文件系统的​​block​​ 通常是几千字节,而磁盘块的大小通常是512字节。

  • 03.​​hadoop​​​中的​​block​​​与文件系统的 ​​block​​​ 不同,​​hdfs​​​中默认​​block​​​的大小是​​128MB​
2.2 ​​namenode & datanode​

介绍一下它们的主要功能,并且做一下区别:


  • ​namenode(the master)​​ 01.管理文件系统空间
    02.管理文件树以及文件树中所有的文件和文件夹的元数据。这些信息以两种形式固化在磁盘中:​​namespace image​​和 ​​edit log​​。但是​​namenode​​ 不会保存块信息,因为消息是在​​hadoop​​ 集群开始时从​​datanodes​​重新构建。
  • ​a number of datanodes(workers)​

2.3 ​​block cache​


Normally a datanode reads blocks from disk, but for frequently accessed files the blocks may be explicitly cached in the datanode’s memory, in an off-heap block cache.



By default, a block is cached in only one datanode’s memory, although the number is configurable on a per-file basis.



Users or applications instruct the namenode which files to cache (and for how long) by adding a cache directive to a cache pool.【通过向一个缓冲池中添加缓冲指令】


2.4 ​​HDFS Federation​


The namenode keeps a reference to every file and block in the filesystem in memory, which means that on very large clusters with many files, memory becomes the limiting factor for scaling.
使用多个单独的namenode 对datanode 进行管理



HDFS federation, introduced in the 2.x release series, allows a cluster to scale by adding namenodes, each of which manages a portion of the filesystem namespace.

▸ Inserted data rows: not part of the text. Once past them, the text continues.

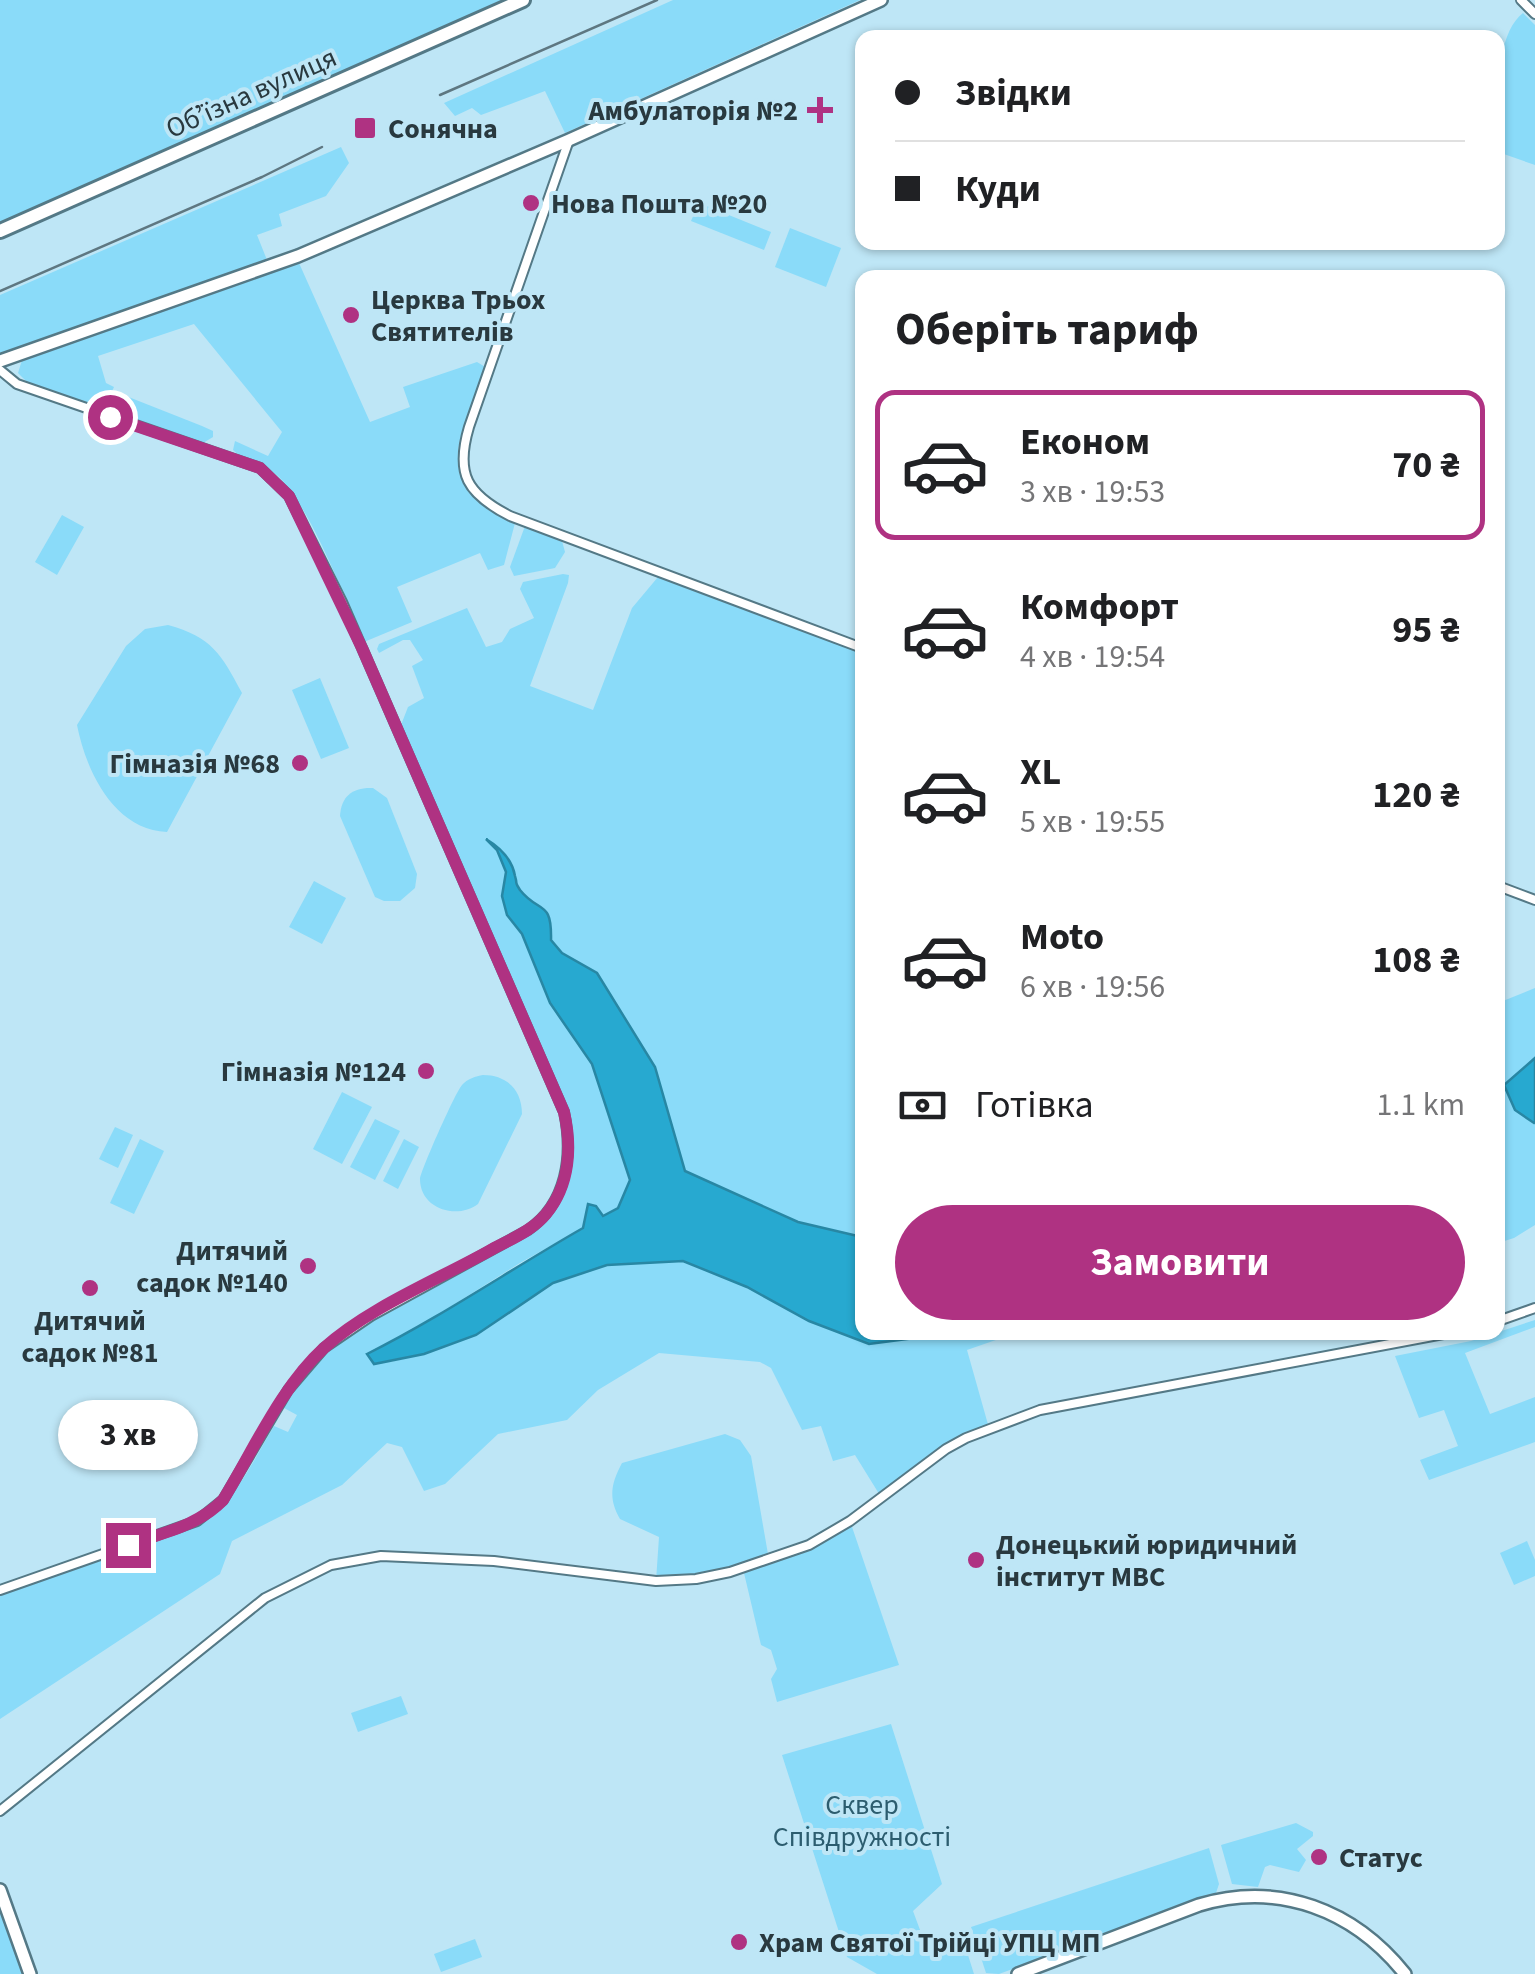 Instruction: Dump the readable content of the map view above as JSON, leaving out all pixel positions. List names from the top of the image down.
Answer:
{
  "streets": {
    "main road": ["Обʼїзна вулиця"]
  },
  "parks": ["Сквер Співдружності"],
  "places": {
    "health": ["Амбулаторія №2"],
    "transit": ["Сонячна"],
    "other": [
      "Нова Пошта №20",
      "Церква Трьох Святителів",
      "Гімназія №68",
      "Гімназія №124",
      "Дитячий садок №140",
      "Дитячий садок №81",
      "Донецький юридичний інститут МВС",
      "Статус",
      "Храм Святої Трійці УПЦ МП"
    ]
  },
  "page": {
    "banner": ["Звідки", "Куди"],
    "heading": "Оберіть тариф",
    "list": [
      {
        "name": "Економ",
        "note": "3 хв · 19:53",
        "value": "70 ₴"
      },
      {
        "name": "Комфорт",
        "note": "4 хв · 19:54",
        "value": "95 ₴"
      },
      {
        "name": "XL",
        "note": "5 хв · 19:55",
        "value": "120 ₴"
      },
      {
        "name": "Moto",
        "note": "6 хв · 19:56",
        "value": "108 ₴"
      }
    ],
    "pay": ["Готівка", "1.1 km"],
    "buttons": "Замовити",
    "bubble": "3 хв"
  }
}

HDFS federation 其实就是 ​​NameNode federation​​​, 这个federation 就是联盟的意思,即:使用 多个namenode 对 ​​filesystem​​ 进行管理。


For example, one namenode might manage all the files rooted under /user, say, and a second namenode might handle files under /share.


例如,一个namenode 可能管理/user路径下的所有文件,而第二个 namenode可能处理的是在/share下的所有文件。

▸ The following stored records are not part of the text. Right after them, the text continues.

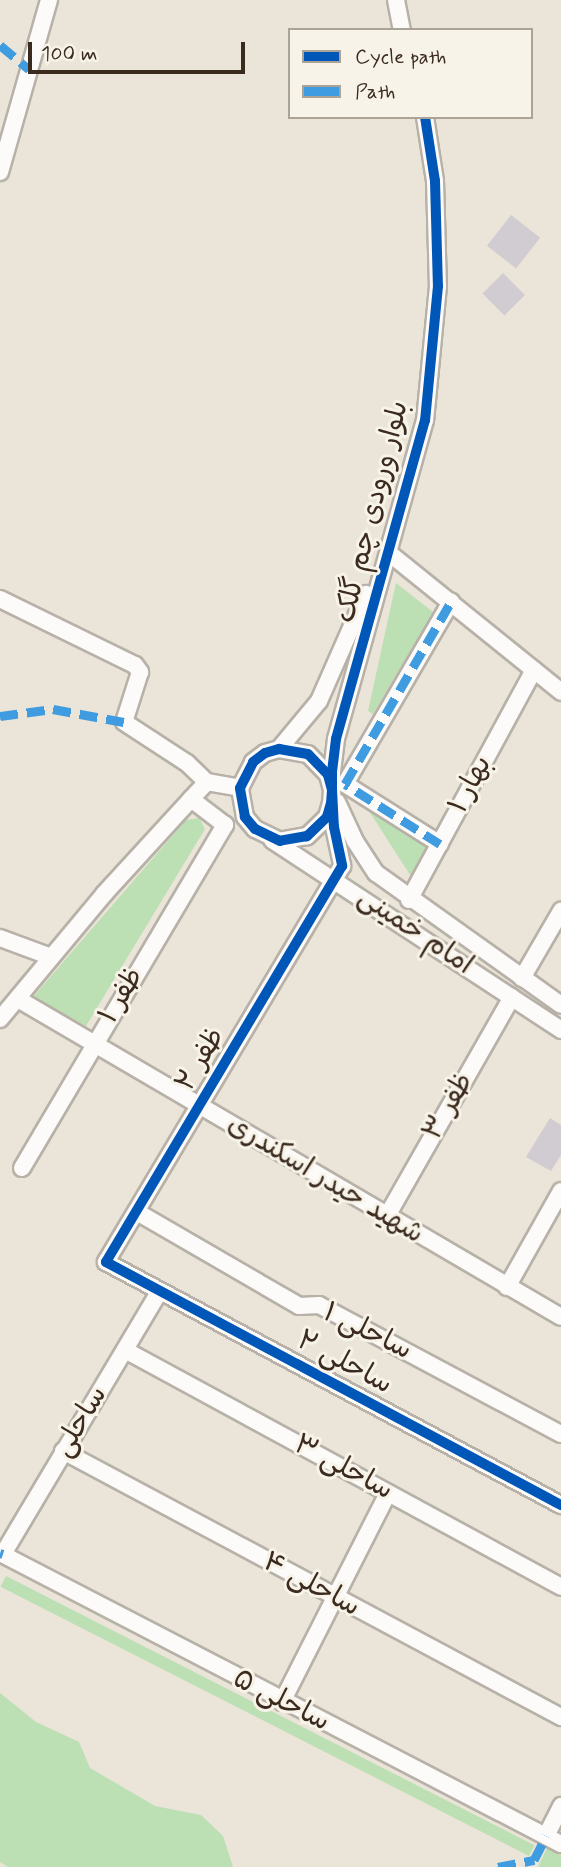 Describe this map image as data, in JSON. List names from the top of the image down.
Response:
{
  "streets": {
    "street": [
      "بلوار ورودی چم گلک",
      "بهار ۱",
      "امام خمینی",
      "ظفر ۱",
      "ظفر ۲",
      "ظفر ۳",
      "شهید حیدر اسکندری",
      "ساحلی ۱",
      "ساحلی ۲",
      "ساحلی",
      "ساحلی ۳",
      "ساحلی ۴",
      "ساحلی ۵"
    ]
  },
  "crossings": [
    ["بلوار ورودی چم گلک", "امام خمینی"],
    ["بهار ۱", "امام خمینی"],
    ["امام خمینی", "ظفر ۲"],
    ["امام خمینی", "ظفر ۳"],
    ["ظفر ۱", "شهید حیدر اسکندری"],
    ["ظفر ۲", "شهید حیدر اسکندری"],
    ["ظفر ۲", "ساحلی ۱"],
    ["ظفر ۲", "ساحلی ۲"],
    ["ظفر ۳", "شهید حیدر اسکندری"],
    ["ساحلی ۲", "ساحلی"],
    ["ساحلی", "ساحلی ۳"],
    ["ساحلی", "ساحلی ۴"],
    ["ساحلی", "ساحلی ۵"]
  ],
  "legend": ["Cycle path", "Path"],
  "scale_bar": "100 m"
}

Under federation, each namenode manages a namespace volume, which is made up of the metadata for the namespace, and a block pool containing all the blocks for the files in the namespace.

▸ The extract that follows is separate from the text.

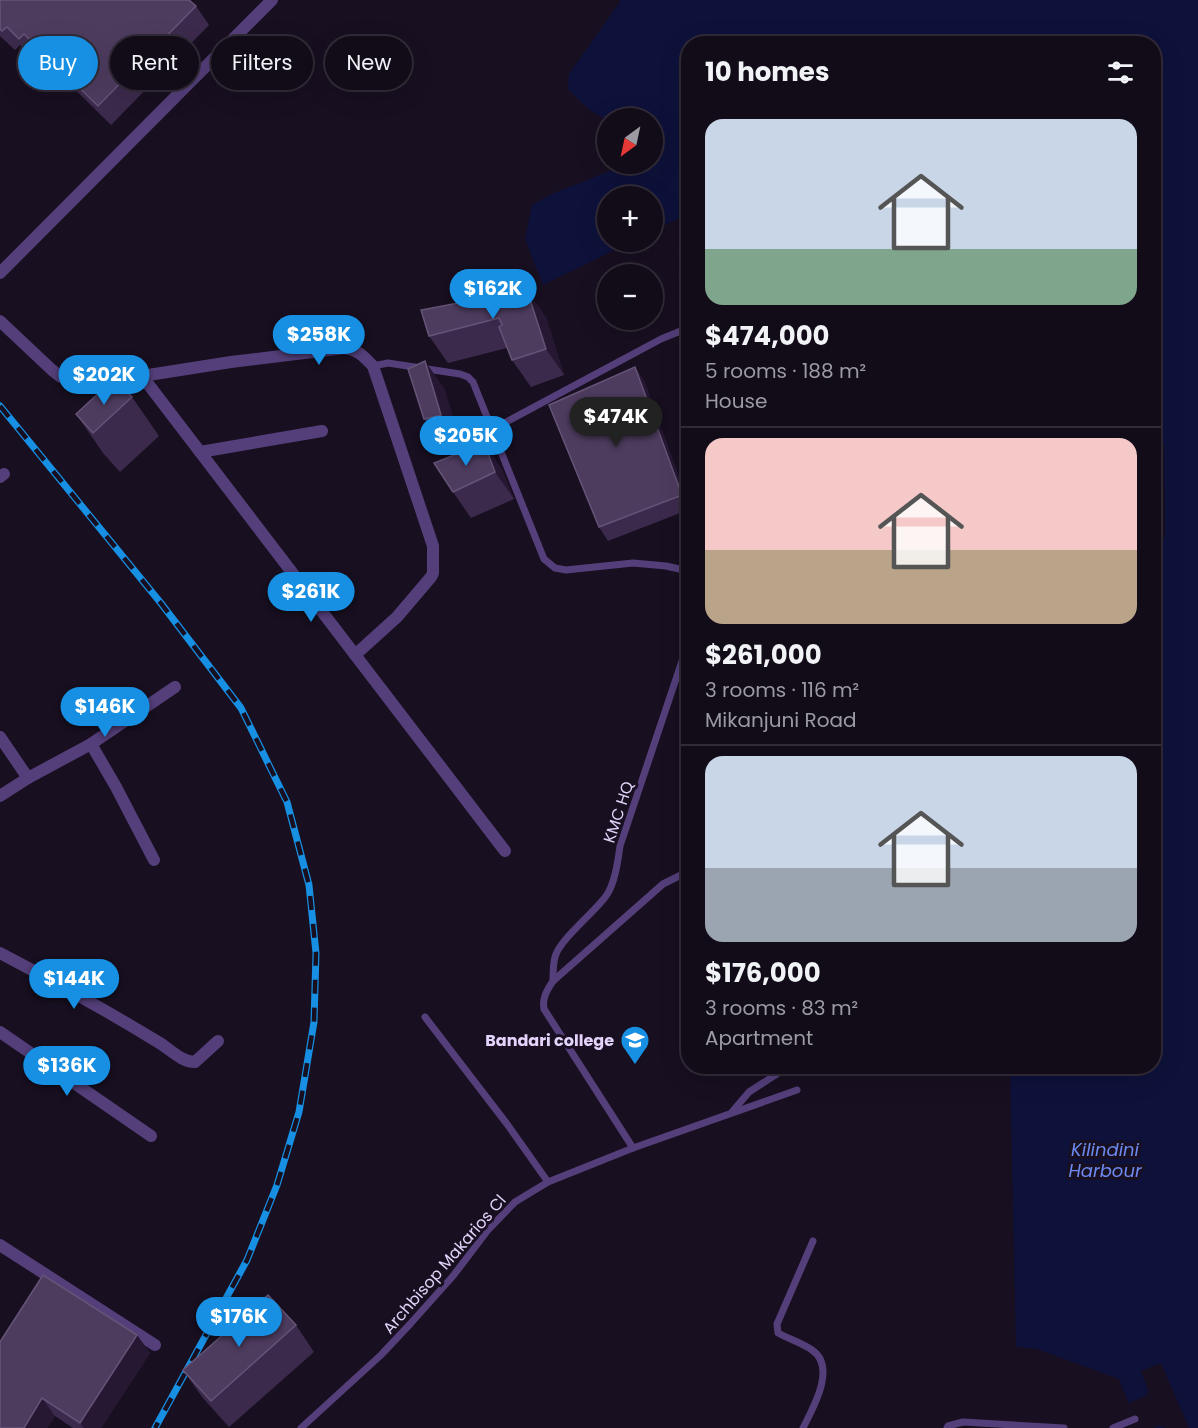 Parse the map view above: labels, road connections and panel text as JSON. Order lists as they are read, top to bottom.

在联合之后, 每个 ​​namenode​​​ 管理一个 ​​namespace volum​​​, 这个卷由 ​​namespace​​ 的元数据组成, 以及包含名称空间中文件的所有块的块池。

  • ​namenode​​​的​​namespace volumes​​是相互独立的


Namespace volumes are independent of each other, which means namenodes do not communicate with one another, and furthermore the failure of one namenode does not affect the availability of the namespaces managed by other namenodes.


  • ​datanode​​​需要注册每一个​​namenode​


so datanodes register with each namenode in the cluster and store blocks from multiple block pools.


  • 用户端如何访问​​datanode​​?


To access a federated HDFS cluster, clients use client-side mount tables to map file paths to namenodes.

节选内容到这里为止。